Reading and writing is now obsolete; alphabets, spelling, grammar rules,
even written numerals - because I am talking about oral written
notational systems - are going to disappear. They are going to be
quickly replaced by a technology that is more efficient, more universal,
cheaper, quicker and easier. That technology is a technology that is not
a technology at all: it's our ability to speak, which is as basic to
human existence as our circulatory systems.
Question 2
Don't you think that the tendency to believe that new technology will
"abolish" the old ones has already proved to be wrong, if we
look back in time? Don't you think that multimedia is precisely the
co-existence of different media and, of course, of new and
"old" ways to communicate?
Answer
No, actually I think that computer technologies and the multimedia are
perfect examples of how new technology displaces and renders obsolete
the old technology. The wax cylinder phonogram was replaced by vinyl
records, then cassette tapes, now we have CDs and everybody is throwing
away their old technology. In fact, in the media this is more apparent
than in almost any other set of technologies. We had the scythe to cut a
grass, but we threw that away because we had a push lawnmower, and now
people in the United States are throwing away their lawnmower and
getting gas-powered lawnmowers. One by one the new technology replaces
the old, makes it redundant. We take the technology that is the easiest,
most efficient, most up to date, and we use it. As far as talking
computers go, my argument is that we are going to be able to store and
retrieve information more cheaply, more universally, more efficiently,
quickly, easily, using talking computers with visual displays. When we
use written language, we write something down to store it and then we
read it to retrieve that information. This technology was created to
deal with a specific set of historical conditions and is a transitory
technology. We tend to think of written language as like air and water,
and sleep and food as a basic need, and every society aspires to become
a literate society. But it was just an older technology, and like any
technology, it gets surpassed by new technology which makes it obsolete.

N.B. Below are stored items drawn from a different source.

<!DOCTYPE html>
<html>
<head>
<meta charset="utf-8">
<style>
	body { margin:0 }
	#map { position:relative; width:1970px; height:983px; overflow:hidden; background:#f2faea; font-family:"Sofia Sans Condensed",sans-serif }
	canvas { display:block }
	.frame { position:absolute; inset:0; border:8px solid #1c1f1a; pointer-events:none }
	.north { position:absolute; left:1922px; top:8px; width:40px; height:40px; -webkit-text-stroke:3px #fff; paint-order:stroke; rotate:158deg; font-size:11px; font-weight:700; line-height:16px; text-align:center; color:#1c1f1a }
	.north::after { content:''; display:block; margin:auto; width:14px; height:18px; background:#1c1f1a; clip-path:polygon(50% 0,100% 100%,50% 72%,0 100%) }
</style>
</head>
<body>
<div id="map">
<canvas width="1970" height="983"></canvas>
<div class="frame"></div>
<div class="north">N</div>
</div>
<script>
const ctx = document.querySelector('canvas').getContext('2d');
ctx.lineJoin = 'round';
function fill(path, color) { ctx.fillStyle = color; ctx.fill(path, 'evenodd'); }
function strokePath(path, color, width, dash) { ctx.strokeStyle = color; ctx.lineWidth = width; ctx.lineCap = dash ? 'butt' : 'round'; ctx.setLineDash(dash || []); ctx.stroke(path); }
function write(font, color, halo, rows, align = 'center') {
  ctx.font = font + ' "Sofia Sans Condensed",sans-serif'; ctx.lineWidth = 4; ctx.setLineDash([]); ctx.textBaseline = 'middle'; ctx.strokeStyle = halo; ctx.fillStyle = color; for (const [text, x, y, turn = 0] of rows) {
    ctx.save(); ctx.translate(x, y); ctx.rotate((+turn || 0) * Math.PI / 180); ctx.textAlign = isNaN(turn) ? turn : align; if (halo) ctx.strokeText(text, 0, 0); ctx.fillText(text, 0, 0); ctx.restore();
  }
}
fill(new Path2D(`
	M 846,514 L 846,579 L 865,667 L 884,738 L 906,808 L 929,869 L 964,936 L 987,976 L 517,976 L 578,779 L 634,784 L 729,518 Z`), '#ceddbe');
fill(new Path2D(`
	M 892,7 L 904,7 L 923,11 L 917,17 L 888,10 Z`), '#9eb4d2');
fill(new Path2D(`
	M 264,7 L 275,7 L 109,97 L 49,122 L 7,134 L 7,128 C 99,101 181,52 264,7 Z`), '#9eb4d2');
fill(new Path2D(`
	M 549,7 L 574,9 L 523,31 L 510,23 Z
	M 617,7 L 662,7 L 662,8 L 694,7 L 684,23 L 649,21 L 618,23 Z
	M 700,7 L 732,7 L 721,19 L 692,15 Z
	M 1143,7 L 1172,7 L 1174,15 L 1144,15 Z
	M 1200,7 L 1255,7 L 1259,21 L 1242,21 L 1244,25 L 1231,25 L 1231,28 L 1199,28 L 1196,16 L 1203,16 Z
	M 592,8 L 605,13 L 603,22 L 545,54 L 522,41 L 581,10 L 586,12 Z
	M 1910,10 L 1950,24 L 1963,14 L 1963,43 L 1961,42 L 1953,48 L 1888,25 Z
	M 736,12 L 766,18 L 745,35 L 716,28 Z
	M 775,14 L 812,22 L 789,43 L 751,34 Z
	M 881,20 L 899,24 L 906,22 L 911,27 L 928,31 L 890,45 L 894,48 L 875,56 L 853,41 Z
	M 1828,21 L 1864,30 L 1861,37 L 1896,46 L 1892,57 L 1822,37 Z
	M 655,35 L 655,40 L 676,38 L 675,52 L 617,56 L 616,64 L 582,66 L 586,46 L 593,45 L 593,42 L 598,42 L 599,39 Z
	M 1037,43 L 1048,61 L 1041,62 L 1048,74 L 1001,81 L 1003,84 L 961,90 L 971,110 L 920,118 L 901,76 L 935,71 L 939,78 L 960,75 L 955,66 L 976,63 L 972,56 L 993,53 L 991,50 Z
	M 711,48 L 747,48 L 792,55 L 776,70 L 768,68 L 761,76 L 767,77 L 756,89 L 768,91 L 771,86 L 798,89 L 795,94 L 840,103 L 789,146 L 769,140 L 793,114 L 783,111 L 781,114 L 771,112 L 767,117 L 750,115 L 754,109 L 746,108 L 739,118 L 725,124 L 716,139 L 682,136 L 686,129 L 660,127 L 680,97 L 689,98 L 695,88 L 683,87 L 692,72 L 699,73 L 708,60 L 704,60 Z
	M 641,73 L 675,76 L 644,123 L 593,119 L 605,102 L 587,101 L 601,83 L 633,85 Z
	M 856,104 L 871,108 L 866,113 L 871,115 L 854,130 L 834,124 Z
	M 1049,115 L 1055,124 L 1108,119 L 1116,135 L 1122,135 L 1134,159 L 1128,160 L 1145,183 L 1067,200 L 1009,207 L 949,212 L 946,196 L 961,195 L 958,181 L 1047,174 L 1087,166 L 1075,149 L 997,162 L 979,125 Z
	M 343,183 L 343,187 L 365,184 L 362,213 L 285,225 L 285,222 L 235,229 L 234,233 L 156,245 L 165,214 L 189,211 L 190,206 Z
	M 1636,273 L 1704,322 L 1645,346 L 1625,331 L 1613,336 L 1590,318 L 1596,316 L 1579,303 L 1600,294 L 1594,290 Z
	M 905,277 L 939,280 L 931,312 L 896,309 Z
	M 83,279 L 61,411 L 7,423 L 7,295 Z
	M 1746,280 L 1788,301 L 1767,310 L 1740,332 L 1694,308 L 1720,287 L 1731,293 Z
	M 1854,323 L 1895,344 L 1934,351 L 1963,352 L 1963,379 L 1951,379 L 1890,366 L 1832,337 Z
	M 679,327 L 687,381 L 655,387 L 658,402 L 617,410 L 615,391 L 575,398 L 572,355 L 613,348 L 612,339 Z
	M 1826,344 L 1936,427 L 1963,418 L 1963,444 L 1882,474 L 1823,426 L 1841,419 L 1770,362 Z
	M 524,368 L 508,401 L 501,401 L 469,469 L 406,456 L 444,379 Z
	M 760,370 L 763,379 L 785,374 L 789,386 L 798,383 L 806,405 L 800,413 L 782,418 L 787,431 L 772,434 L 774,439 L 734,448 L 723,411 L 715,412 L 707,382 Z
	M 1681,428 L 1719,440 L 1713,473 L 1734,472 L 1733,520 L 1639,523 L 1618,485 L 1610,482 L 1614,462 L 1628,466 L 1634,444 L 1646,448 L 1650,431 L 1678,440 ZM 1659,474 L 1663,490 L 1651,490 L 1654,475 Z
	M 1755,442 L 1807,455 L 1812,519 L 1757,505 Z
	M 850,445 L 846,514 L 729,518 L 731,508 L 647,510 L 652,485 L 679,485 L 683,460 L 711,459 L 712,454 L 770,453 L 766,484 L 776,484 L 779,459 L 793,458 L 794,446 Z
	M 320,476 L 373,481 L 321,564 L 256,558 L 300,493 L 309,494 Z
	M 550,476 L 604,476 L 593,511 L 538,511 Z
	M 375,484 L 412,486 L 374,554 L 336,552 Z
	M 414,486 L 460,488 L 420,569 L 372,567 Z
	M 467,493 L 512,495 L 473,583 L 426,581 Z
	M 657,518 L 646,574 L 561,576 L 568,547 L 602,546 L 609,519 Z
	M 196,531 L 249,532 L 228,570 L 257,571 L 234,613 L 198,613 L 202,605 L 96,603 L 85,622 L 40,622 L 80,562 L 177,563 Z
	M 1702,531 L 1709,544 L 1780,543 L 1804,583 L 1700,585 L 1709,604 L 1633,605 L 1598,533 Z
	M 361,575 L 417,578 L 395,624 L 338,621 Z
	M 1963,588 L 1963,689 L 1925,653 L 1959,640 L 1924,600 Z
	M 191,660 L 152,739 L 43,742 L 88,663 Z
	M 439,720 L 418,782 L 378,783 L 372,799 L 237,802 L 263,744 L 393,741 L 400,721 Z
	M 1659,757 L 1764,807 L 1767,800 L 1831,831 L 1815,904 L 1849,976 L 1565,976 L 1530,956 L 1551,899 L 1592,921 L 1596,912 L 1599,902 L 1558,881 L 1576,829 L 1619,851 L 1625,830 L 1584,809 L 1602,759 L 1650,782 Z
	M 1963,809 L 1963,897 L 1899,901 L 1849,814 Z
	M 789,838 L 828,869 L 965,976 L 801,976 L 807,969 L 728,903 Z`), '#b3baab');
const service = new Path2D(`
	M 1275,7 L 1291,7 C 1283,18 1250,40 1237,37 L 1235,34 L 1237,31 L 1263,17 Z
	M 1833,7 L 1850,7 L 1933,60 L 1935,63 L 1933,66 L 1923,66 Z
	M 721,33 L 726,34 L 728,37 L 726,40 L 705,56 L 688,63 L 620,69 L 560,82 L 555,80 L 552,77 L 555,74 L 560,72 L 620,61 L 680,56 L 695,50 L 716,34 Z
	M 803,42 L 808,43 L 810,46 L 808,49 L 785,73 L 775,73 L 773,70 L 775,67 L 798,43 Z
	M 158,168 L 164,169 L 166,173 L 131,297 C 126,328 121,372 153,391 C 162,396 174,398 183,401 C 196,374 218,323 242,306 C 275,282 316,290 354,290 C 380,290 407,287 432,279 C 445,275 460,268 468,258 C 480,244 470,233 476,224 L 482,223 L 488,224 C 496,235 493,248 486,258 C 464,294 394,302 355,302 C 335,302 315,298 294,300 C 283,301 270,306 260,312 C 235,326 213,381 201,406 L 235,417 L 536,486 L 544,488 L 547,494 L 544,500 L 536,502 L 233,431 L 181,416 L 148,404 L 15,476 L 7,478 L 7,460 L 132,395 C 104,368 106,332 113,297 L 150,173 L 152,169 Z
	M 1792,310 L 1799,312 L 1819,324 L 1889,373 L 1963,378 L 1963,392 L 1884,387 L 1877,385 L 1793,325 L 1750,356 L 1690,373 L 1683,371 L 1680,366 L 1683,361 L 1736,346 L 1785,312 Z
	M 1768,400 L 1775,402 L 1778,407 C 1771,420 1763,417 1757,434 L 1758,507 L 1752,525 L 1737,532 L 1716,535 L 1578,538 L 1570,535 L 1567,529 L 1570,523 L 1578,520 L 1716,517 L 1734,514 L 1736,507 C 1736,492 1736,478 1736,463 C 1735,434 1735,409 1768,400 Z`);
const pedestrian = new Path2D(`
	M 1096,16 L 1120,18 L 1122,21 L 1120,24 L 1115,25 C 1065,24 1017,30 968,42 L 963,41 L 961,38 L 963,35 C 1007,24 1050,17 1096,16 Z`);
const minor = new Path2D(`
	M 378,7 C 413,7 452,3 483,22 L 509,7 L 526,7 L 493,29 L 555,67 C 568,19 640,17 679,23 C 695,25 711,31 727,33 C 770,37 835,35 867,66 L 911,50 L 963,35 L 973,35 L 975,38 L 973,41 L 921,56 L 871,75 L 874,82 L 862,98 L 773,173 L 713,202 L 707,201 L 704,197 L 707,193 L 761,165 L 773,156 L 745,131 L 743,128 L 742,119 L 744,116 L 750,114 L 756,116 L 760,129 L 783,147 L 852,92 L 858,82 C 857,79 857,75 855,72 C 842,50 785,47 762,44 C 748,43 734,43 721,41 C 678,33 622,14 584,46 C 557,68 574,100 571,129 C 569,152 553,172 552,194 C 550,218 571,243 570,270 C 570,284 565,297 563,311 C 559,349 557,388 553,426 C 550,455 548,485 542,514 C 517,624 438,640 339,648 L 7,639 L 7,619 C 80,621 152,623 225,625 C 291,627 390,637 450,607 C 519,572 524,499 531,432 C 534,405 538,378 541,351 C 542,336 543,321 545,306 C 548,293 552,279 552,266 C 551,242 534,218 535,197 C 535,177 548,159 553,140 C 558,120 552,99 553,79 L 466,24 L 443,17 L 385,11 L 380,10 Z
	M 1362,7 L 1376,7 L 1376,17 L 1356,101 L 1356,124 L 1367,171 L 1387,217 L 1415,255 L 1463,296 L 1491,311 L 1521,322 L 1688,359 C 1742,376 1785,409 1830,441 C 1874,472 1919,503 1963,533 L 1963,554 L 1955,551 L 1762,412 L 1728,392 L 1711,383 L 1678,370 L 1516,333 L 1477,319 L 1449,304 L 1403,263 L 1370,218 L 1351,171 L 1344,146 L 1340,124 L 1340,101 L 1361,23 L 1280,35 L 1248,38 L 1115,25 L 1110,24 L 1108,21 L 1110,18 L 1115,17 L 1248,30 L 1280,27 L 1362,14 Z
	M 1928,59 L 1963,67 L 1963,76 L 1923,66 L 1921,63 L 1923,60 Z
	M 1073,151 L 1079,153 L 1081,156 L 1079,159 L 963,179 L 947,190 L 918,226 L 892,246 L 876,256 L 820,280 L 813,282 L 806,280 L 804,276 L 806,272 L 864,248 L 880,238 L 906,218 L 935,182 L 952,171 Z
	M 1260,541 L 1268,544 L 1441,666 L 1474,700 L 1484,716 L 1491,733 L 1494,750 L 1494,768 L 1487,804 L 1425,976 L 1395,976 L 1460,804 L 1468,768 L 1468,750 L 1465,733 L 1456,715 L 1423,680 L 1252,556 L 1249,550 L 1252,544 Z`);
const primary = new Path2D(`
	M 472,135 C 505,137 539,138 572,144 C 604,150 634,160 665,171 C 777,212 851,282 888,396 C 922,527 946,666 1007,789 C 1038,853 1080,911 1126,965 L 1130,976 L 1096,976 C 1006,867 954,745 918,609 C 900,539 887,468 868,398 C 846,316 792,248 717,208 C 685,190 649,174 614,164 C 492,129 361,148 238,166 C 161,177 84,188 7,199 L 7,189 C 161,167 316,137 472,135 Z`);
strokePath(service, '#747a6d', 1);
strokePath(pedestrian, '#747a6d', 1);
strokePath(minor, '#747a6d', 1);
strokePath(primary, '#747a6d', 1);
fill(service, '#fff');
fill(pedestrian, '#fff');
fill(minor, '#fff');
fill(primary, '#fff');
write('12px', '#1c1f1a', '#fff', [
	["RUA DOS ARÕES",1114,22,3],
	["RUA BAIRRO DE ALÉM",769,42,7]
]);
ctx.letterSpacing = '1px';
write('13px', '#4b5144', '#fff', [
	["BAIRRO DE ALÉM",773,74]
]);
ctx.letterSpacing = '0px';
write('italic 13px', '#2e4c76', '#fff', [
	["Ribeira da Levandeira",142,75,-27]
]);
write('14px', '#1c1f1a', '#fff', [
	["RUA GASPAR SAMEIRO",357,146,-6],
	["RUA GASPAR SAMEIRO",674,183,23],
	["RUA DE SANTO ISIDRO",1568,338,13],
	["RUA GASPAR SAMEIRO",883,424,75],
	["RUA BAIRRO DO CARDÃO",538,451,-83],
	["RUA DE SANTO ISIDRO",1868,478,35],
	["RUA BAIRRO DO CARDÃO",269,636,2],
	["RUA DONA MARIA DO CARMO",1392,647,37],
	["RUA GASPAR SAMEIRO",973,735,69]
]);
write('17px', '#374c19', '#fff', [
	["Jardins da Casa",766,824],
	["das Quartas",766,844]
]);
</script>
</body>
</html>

That is the technological reason why we are moving toward an oral
culture. Talking computers, VIVOs, Voice In/Voice Out computers with no
text, where we speak and listen and look at visual displays, can do
exactly same work as reading and writing can do, and everyone will be
able to do it. Right now, 80% of the world's population is non-literate,
or functionally non-literate. 4.5 billion people could not use our
standard keyboard driven, text-driven computers even if they had access
to it. But if you had a speech-driven computer, anybody who doesn't have
a speech disability, is going to be able to use that computer to store
and retrieve information. That's a tremendous potential opportunity: we
are opening up the world storehouse of knowledge to anybody who can
speak.
Question 3
Your claims might be said to be paradoxical, because one could claim
that there is more writing happening than ever before-more e-mail
messages, books, magazines, etc.? Isn't this a rise in written language,
rather than the decline that you say is happening in the shortest time?
Answer
One of the arguments that is used against my viewpoint is that reading
is escalating in the population: even people who didn't write letters
are now writing e-mail messages. There are more books being published,
there are more magazines and journals and newspapers, and more people
are learning how to read around the world, more literacy campaigns in
developing nations. Print literacy is on the rise, how can I possibly
say that literacy is dying in the electronically developed countries?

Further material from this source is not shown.